Telle une colonie de fourmis, courant dans tous les sens, chacun essaie de se faire un passage au milieu d’une marée humaine, devenue de plus en plus dense au fil des minutes.

Sur la route qui mène au Centre-ville de Port-au-Prince, des véhicules sont engluées dans un monstre embouteillage. Ce qui énerve des passagers, entassés comme des sardines à l’arrière de plusieurs « tap-tap », bons pour les ateliers d’assemblage.

En effet, au milieu de ce déchainement, deux policiers tentent péniblement de régler la circulation. Mais leur présence semble n’est pas une garantie pour la sécurité de la zone. Car les cambrioleurs opèrent en toute quiétude.
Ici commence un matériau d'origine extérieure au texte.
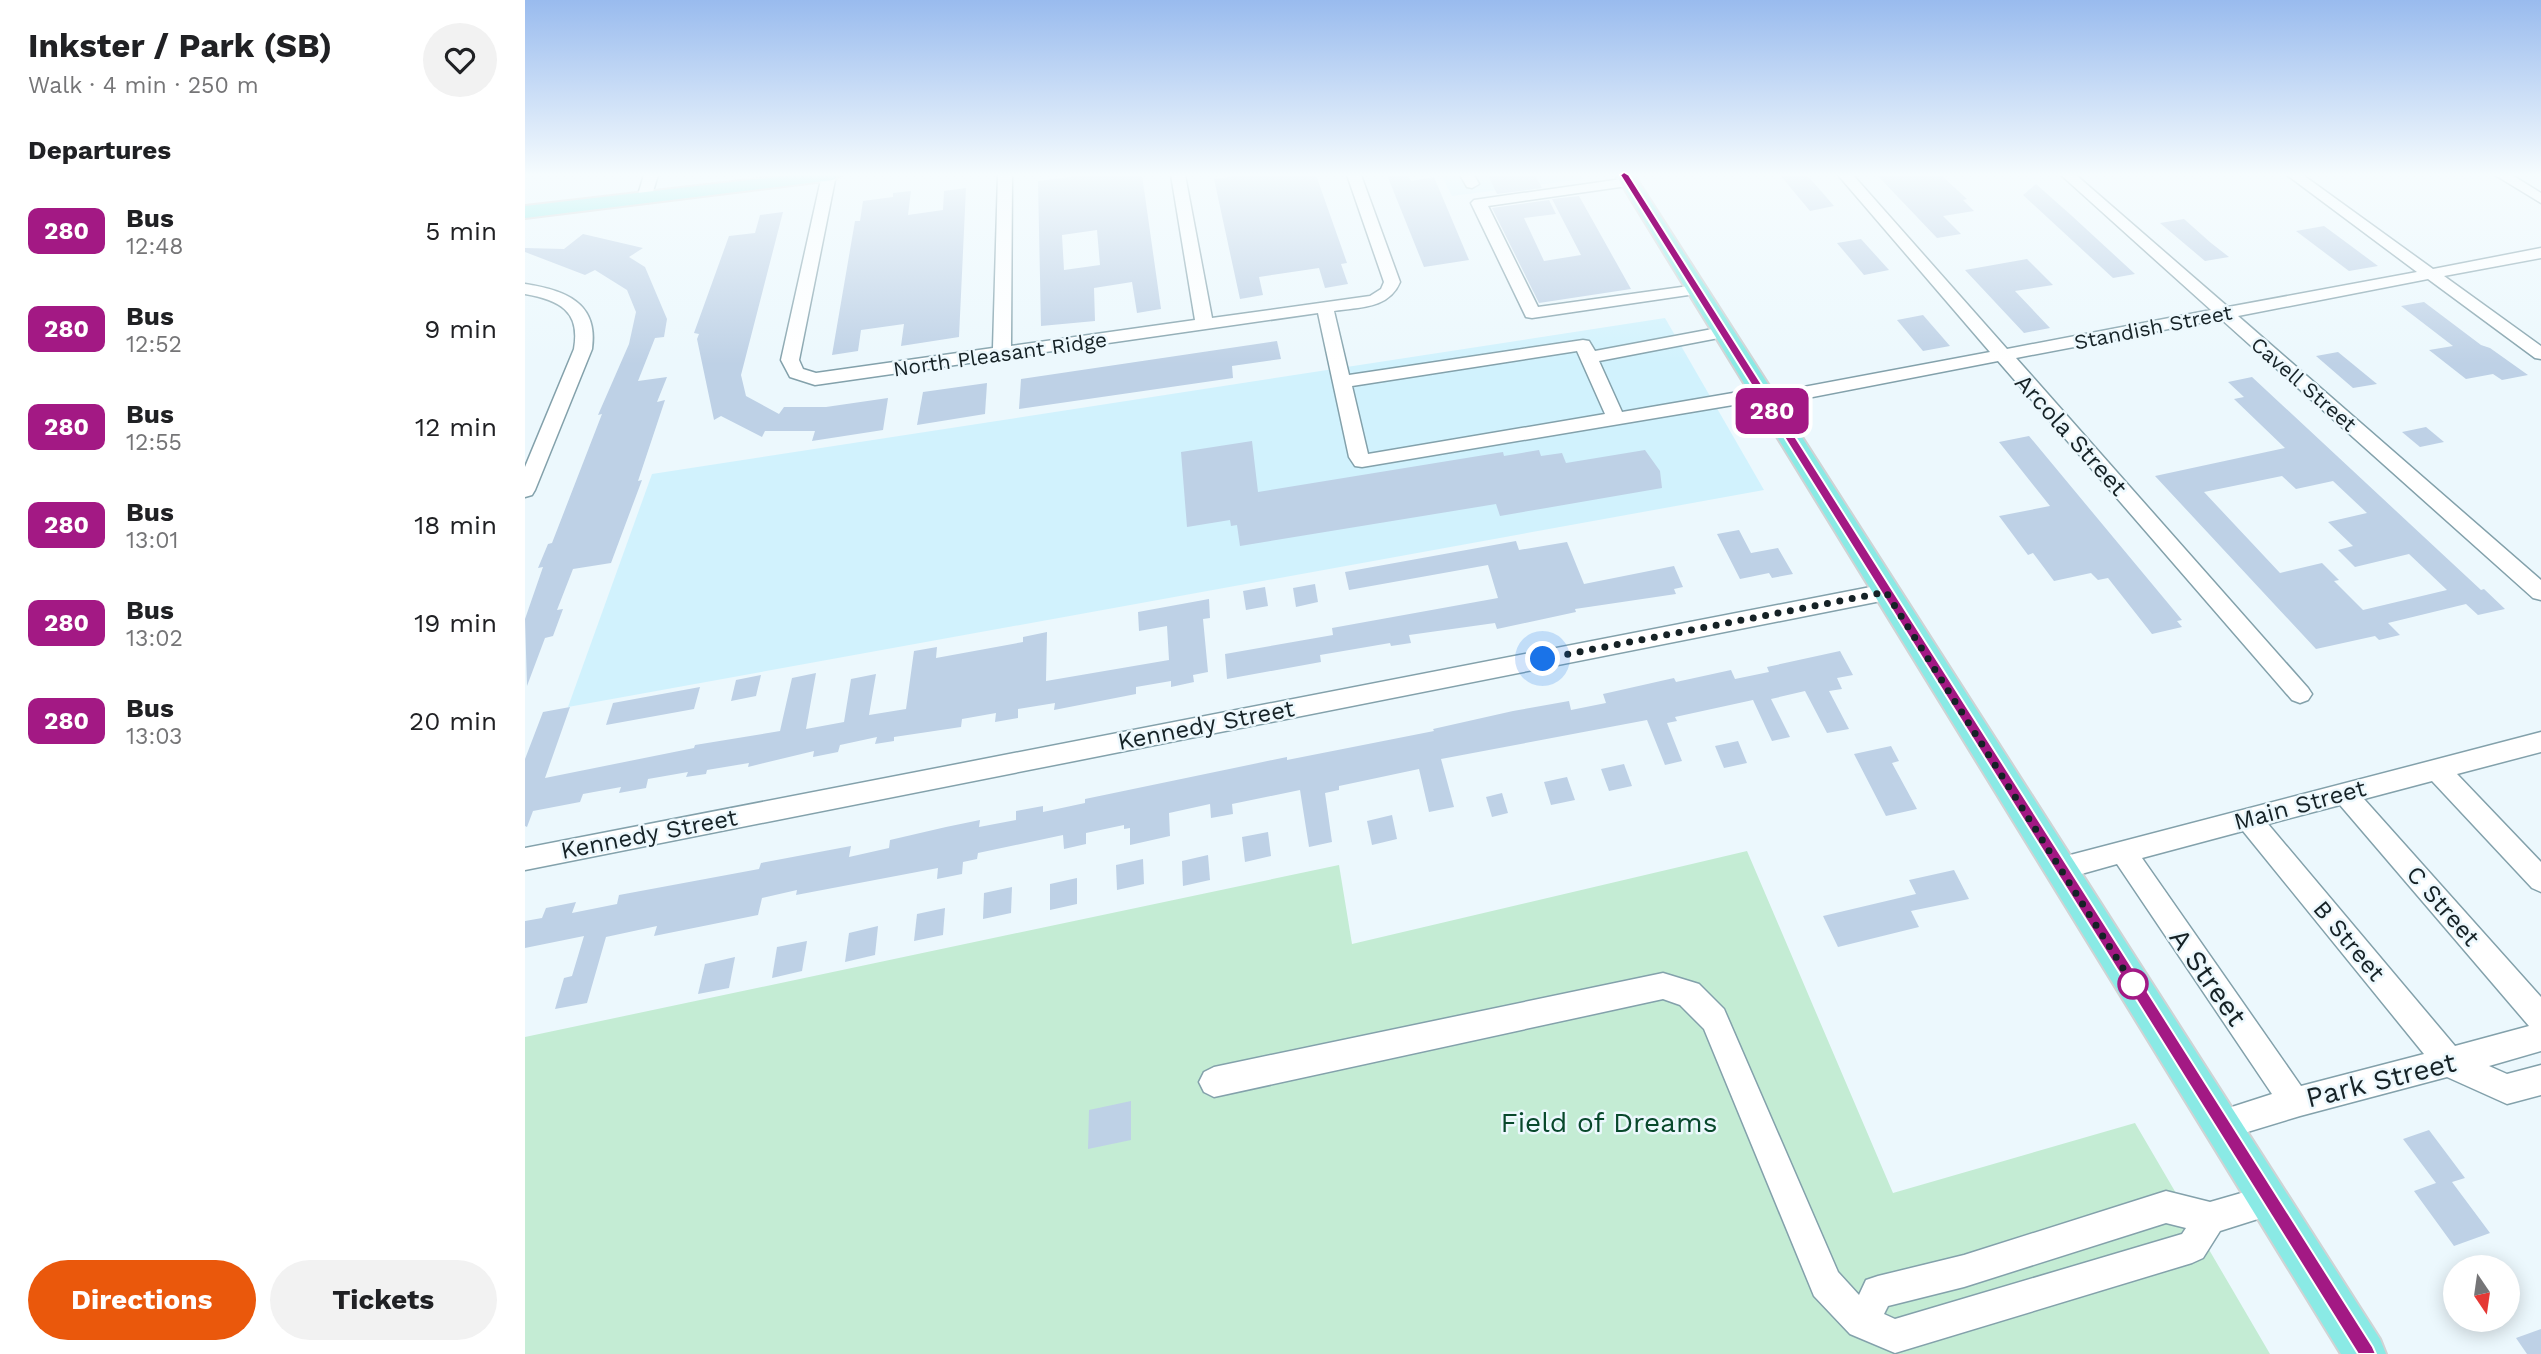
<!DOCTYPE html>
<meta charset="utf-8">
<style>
body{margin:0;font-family:"Work Sans",sans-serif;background:#f2f2f2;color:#202124;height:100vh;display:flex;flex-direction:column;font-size:26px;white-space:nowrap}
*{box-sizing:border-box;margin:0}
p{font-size:23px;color:#757577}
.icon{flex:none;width:38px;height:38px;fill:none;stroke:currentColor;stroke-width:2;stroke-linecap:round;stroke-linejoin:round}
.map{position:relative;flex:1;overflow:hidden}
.side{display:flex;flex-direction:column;background:#fff;width:525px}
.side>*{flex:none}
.badge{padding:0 14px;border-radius:10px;font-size:24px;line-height:46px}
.needle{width:46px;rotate:167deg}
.tools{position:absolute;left:1918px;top:1255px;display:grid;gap:14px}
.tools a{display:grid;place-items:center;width:77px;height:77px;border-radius:50%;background:#fff;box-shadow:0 4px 18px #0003;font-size:35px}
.you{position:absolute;width:35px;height:35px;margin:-18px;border:5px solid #fff;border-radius:50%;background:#1a73e8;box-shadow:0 0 0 10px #1a73e833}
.map>.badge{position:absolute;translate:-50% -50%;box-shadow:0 0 0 4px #fff}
h2{padding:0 28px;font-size:26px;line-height:63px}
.round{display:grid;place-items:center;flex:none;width:74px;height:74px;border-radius:37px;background:#f2f2f2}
.head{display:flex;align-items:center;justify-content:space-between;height:119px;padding:0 28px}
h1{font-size:33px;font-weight:700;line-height:52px}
.primary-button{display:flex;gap:14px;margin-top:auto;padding:14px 28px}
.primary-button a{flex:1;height:80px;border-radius:42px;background:#ea580c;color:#fff;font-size:28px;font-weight:700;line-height:80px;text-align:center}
.primary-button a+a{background:#f2f2f2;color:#202124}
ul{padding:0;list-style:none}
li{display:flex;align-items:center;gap:21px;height:98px;padding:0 28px}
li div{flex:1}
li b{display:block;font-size:26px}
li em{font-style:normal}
li .badge{min-width:77px;font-weight:700;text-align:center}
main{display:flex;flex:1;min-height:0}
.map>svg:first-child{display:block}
.built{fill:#d1f2fd}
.green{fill:#c4ecd4}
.building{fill:#bed1e6;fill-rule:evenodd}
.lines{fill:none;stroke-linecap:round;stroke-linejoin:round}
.minor-casing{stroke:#83a1ab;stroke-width:3}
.major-casing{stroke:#d0d3d4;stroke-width:4}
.minor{fill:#fff;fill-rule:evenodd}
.major{fill:#8aeae5;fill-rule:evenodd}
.line{fill:#a31984;stroke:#fff;stroke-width:2}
.walk{stroke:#162226;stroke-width:7;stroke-dasharray:0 12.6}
.stop-dot{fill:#fff;stroke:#a31984;stroke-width:3.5}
.labels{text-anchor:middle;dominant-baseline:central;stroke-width:5;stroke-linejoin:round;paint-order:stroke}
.far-street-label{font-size:21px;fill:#162226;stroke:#ecf8fd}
.street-label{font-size:24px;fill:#162226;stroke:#ecf8fd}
.near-street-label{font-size:28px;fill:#162226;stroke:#ecf8fd}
.near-park-label{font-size:28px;fill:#08482b;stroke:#ecf8fd}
</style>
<main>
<section class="side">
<div class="head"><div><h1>Inkster / Park (SB)</h1><p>Walk · 4 min · 250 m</p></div><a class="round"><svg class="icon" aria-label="heart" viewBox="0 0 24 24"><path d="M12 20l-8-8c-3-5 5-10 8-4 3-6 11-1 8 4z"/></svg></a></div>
<h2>Departures</h2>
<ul>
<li><span class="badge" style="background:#a31984;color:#fff">280</span><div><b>Bus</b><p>12:48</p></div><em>5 min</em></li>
<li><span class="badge" style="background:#a31984;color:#fff">280</span><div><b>Bus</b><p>12:52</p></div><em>9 min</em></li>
<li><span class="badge" style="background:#a31984;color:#fff">280</span><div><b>Bus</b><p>12:55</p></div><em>12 min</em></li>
<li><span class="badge" style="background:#a31984;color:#fff">280</span><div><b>Bus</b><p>13:01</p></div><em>18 min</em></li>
<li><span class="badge" style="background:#a31984;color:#fff">280</span><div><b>Bus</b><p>13:02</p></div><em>19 min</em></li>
<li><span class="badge" style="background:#a31984;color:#fff">280</span><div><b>Bus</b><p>13:03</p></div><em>20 min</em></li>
</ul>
<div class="primary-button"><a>Directions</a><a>Tickets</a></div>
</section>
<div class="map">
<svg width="2016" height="1354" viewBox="0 0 2016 1354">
<rect width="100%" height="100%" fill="#ecf8fd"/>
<!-- built -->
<g class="built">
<path d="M916 175H1056L1059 179 927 196Z"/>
<path d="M1140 318 1239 490 43 707 127 474Z"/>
</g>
<!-- green -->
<path class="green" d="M1222 851 1368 1193 1610 1123 1745 1354H0V1037L814 865 827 944Z"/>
<!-- building -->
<g class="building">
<path d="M561 175H617L636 309 612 313 607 282 569 288 570 321 516 326 513 181ZM572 230 575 265 539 270 537 235Z"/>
<path d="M717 175H791L822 263 816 264 823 284 800 288 794 268 734 277 738 295 715 299 689 179Z"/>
<path d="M862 175H883L886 181 909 177 944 260 899 267Z"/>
<path d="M963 175H1010L1017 188 972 194Z"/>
<path d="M1255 175H1282L1309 206 1285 211Z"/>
<path d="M1352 175H1416L1442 199 1438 200 1449 211 1418 216 1436 234 1412 238Z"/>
<path d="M1511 184 1547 216 1610 274 1588 278 1498 195Z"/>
<path d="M441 188 434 337 376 346 379 324 336 330 333 351 307 355 330 221H335L338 201 368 197V193L386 191 383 215 418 210 419 191Z"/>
<path d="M1054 196 1106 289 1014 303 967 208 1024 200 1031 214 999 218 1019 261 1056 255 1027 199Z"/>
<path d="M258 212 216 375 221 396 254 414 259 407H301L363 398 358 430 287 441 290 431H240L237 437 196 416 189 420 172 339 174 334 169 333 204 236 230 233 235 215Z"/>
<path d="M1659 219 1686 243 1704 257 1680 261 1635 223Z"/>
<path d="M1799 226 1818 240 1853 266 1824 271 1771 231Z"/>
<path d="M58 234 118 248 104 257 120 267 142 319 139 337 130 338 113 381 142 377 132 402 140 400 113 481 117 480 86 563 48 569 32 610 38 609 28 636 20 638 2 686 0 619 18 567 13 568 23 544 27 543 77 414 73 415 104 344 111 312 102 290 70 270 60 275 0 252V248L39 249Z"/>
<path d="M1336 239 1364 270 1339 275 1312 243Z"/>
<path d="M1502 259 1528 285 1490 291 1525 328 1499 333 1440 270Z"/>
<path d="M1899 302 1956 345 1965 348 2003 375 1977 380 1968 374 1941 379 1904 350 1928 346 1876 306Z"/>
<path d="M1398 315 1425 346 1398 351 1372 320Z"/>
<path d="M752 341 756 359 707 366 708 378 494 409 496 379Z"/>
<path d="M1813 352 1852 384 1828 388 1791 356Z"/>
<path d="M1727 377 1956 590 1959 589 1980 609 1953 615 1941 604 1863 623 1875 635 1854 640 1850 636 1791 649 1630 476 1760 448 1709 399 1719 397 1703 382ZM1757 476 1771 489 1808 481 1842 513 1803 522 1828 546 1813 550 1830 567 1884 554 1922 590 1838 610 1809 581 1814 580 1797 563 1755 573 1679 492Z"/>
<path d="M462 383 460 414 392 425 398 392Z"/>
<path d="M1901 427 1919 442 1895 447 1877 432Z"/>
<path d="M1504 436 1657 620 1652 621 1657 627 1627 634 1583 578 1573 580 1566 573 1529 581 1508 553 1503 555 1474 516 1525 506 1474 442Z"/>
<path d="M727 441 733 492 978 452 979 456 1014 450 1016 456 1037 453 1041 463 1120 450 1135 471 1137 488 975 516 971 504 715 546 712 525 706 526 705 520 662 527 656 452Z"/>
<path d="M1214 530 1226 553 1253 548 1268 574 1247 578 1244 573 1215 579 1192 534Z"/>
<path d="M991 541 994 550 1042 542 1059 584 1149 566 1158 587 1149 589 1151 594 1050 609 1051 612 972 629 970 623 884 635 886 643 866 646 865 643 795 655 796 662 702 679 700 654 808 635 807 628 973 598 963 565 824 590 820 572Z"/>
<path d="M790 584 793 602 771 607 768 588Z"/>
<path d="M740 587 743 606 721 610 718 591Z"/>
<path d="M684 599 685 618 678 619 683 672 668 675 669 682 646 687V681L611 687V694L529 710 530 703 493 709V718L470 722 471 713 437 719 436 727 369 737V741L350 744 352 737 315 745 313 752 288 757 289 751 223 767 224 763 182 770 181 774 161 777 163 772 123 779 121 788 94 793 96 787 58 794 55 802 8 811 2 827 0 826V759L18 712 45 707 20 778 169 748 170 745 255 731 267 678 291 673 281 729 319 722 326 679 351 674 344 715 381 709 389 651 412 647 411 658 498 642V637L522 632 521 681 644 660 642 626 614 631 613 612Z"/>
<path d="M1315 651 1328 675 1312 678 1317 689 1304 691 1324 729 1302 733 1280 691 1246 699 1265 737 1247 741 1228 700 1150 717 1152 721 1142 723 1157 761 1140 765 1122 720 916 759 929 807 904 812 894 769 814 786V790L800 793 807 842 784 847 775 790 707 804 708 814 686 818 685 804 644 813 645 836 605 845V828L599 829V825L561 833V844L539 849 538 835 453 853 452 859 438 862 437 874 412 879 413 868 271 895 272 890 237 898 233 915 129 936 132 926 81 937 62 1003 30 1009 39 978 47 976 59 936 0 948V921L17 918 21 908 51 902 47 913 92 904 94 895 234 869 236 863 326 846 324 857 364 848 365 840 421 827 455 820 454 827 491 820V811L518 806V812L560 803V799L762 757V760L909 731 908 729 988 711 1044 701 1046 710 1081 703 1078 694 1149 678 1151 682 1206 670 1210 679 1244 672 1242 667Z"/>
<path d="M236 675 231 696 206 701 211 680Z"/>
<path d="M175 687 169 709 81 725 88 703Z"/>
<path d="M1213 741 1222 763 1199 768 1190 746Z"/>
<path d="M1366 746 1374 761 1367 763 1392 809 1361 816 1329 754Z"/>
<path d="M1099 764 1107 786 1084 791 1076 769Z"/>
<path d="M1042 777 1050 800 1026 805 1019 782Z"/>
<path d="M977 793 983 813 967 817 961 797Z"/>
<path d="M867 815 872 839 847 845 842 821Z"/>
<path d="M743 832 746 856 720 862 717 837Z"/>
<path d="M683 855 685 880 658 886 657 861Z"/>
<path d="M618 859 619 884 592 890 591 865Z"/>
<path d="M1429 870 1444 899 1386 911 1394 927 1313 947 1298 916 1391 894 1384 880Z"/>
<path d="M552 878V904L525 910V884Z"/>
<path d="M487 887 486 913 458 919 459 893Z"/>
<path d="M420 908 418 935 389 941 392 914Z"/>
<path d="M353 926 350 955 320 962 324 933Z"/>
<path d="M282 941 277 971 247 978 252 947Z"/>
<path d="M210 957 204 988 173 994 180 964Z"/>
<path d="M606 1101V1140L563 1149 564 1110Z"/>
<path d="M1904 1130 1940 1178 1927 1182 1965 1233 1929 1246 1889 1191 1911 1183 1878 1139Z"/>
<path d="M2016 1329V1354H2002L1991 1338Z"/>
</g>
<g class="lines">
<defs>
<g id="minor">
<path d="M119 175H133L126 198 119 202 112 198Z"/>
<path d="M297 175H311L274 360 278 369 291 373 468 348 473 175H487L486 346 670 320 646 175H660L687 318 845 296 856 289 859 282 822 175H836L875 282C864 309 834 307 809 311L824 375 1058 340 1064 341 1070 351 1198 327 1204 328 1207 332 1204 336 1074 361 1097 412 1237 388 1246 393 1465 352 1313 175H1328L1482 349 1686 310 1536 175H1551L1703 307 1892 272 1762 175H1778L1908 269 2016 248V258L1919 276 2016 346V359L2010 358 1903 279 1713 316 2016 580V600L2008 598 1696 319 1491 358 1783 688 1787 694 1783 700 1775 703 1767 700 1473 361 1241 406 1232 401 837 467 830 466 824 457 793 313 290 385 265 377 256 360ZM1052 351 1080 414 843 454 827 386Z"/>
<path d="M935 175H949L954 184 947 188 942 187Z"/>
<path d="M1970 175H1987L2016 193V203Z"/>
<path d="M1104 178 1109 179 1111 182 1109 185 963 206 1013 307 1171 285 1179 290 1177 293 1007 318 1001 317 946 203 949 200Z"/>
<path d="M0 284C39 290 74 302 67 349L10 490 7 495 0 497V467L49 349C56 311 34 300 0 294Z"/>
<path d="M1361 584 1369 586 1372 592 1369 598 1361 600 0 870V848Z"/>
<path d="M2016 732V752L1932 774 2016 862V892L2007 888 1907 781 1839 799 2016 997V1051L1964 1066 1982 1074 2016 1065V1095L1982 1104 1922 1077 1775 1116 1696 1140 1685 1136 1681 1125 1685 1114 1747 1094 1592 864 1535 880 1526 876 1522 868 1526 860ZM1815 805 2004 1026 1930 1046 1743 824ZM1718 831 1899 1054 1776 1086 1617 858Z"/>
<path d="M1138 973 1174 984 1199 1009 1313 1272 1334 1295 1341 1280 1353 1276 1439 1255 1641 1191 1685 1202 1744 1185 1755 1190 1760 1201 1755 1212 1695 1231 1678 1258 1667 1263 1370 1353 1325 1334 1289 1296 1179 1029 1155 1005 1138 999 689 1097 679 1092 674 1082 679 1072 689 1067ZM1641 1223 1661 1228 1657 1234 1370 1319 1359 1314 1363 1306 1439 1287Z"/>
</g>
<g id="major">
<path d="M266 175H317L308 180 0 218V206Z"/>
<path d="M1091 175H1109L1855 1339 1861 1354H1816Z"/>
</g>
</defs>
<!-- minor casing -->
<use href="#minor" class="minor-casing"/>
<!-- major casing -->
<use href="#major" class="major-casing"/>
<!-- minor -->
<use href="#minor" class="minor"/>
<!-- major -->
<use href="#major" class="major"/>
</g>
<!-- sky -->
<linearGradient id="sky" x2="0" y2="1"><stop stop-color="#9be"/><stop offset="0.48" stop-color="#f6fcfe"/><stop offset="1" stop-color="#f6fcfe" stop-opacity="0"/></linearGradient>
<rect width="2016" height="364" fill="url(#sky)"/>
<!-- line -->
<path class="line" d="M1099 172 1104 175 1848 1347 1851 1354H1833L1095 175Z"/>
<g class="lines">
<!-- walk -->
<path class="walk" d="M1018 659 1361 592 1608 984"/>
</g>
<!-- markers -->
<circle class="stop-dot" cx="1608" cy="984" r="14"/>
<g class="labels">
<!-- far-street labels -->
<g class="far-street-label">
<text transform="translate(1628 327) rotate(-11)">Standish Street</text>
<text transform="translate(475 354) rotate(-8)">North Pleasant Ridge</text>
<text transform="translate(1779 384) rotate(41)">Cavell Street</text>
</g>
<!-- street labels -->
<g class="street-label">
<text transform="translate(1546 435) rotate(48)">Arcola Street</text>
<text transform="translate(681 725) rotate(-11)">Kennedy Street</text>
<text transform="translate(1775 805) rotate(-15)">Main Street</text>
<text transform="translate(124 834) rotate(-11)">Kennedy Street</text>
<text transform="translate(1918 906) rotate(49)">C Street</text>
<text transform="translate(1824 941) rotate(50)">B Street</text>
</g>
<!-- near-street labels -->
<g class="near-street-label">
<text transform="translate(1683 977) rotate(55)">A Street</text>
<text transform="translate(1856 1080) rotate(-14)">Park Street</text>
</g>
<!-- near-park labels -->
<g class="near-park-label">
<text x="1084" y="1122">Field of Dreams</text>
</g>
</g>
</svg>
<div class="tools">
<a><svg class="needle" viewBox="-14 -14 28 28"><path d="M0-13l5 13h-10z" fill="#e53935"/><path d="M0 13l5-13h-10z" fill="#757577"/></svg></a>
</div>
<div class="you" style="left:1018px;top:659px"></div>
<b class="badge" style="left:1247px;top:411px;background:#a31984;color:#fff">280</b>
</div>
</main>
Sous une tente difficilement debout, une scène attire quelques curieux. Visage déformé par le soleil, un moustachu, crane aussi lisse qu’une boule de billard ne peut pas retenir ses larmes. Il vient de se faire détrousser. L’homme est dans tous ses états.

En sanglotant dans son mouchoir, le cinquantenaire gémit des imprécations contre celui qui l’a enlevé plus de 15.000 GHT. La somme de toute une récolte de maïs, économisée pour payer l’écolage de sa fille, résidant à Port-au-Prince.

Son angoisse est frappante. Les raisons sont compréhensibles. Mais hélas, on ne fait pas de cadeau à personne à Port-au-Prince. Encore moins aux paysans fraichement débarqués.

Dans un soupir aussi long que le fleuve de l’Artibonite, la victime qui est originaire de Port-de-Paix, n’a pas eu froid de proférer des menaces contre le voleur. Il  a même juré que cet argent ne fera pas du bien au cambrioleur. Entre émotion et remords, on pèse rarement le poids des mots.

Les raclements des gorges, les sifflements des crachats, les spectateurs ont peur s’exprimer à haute voix. On préfère gronder. Surtout que personne ne sait si le détrousseur n’est pas dans la foule.

Il est midi et demi. À bord d’une camionnette pleine comme un œuf, je laisse la gare à la hâte. En rentrant chez moi, je ne peux m’empêcher de vérifier à chaque instant si mon portefeuille est là. Car les voleurs sont dans la ville.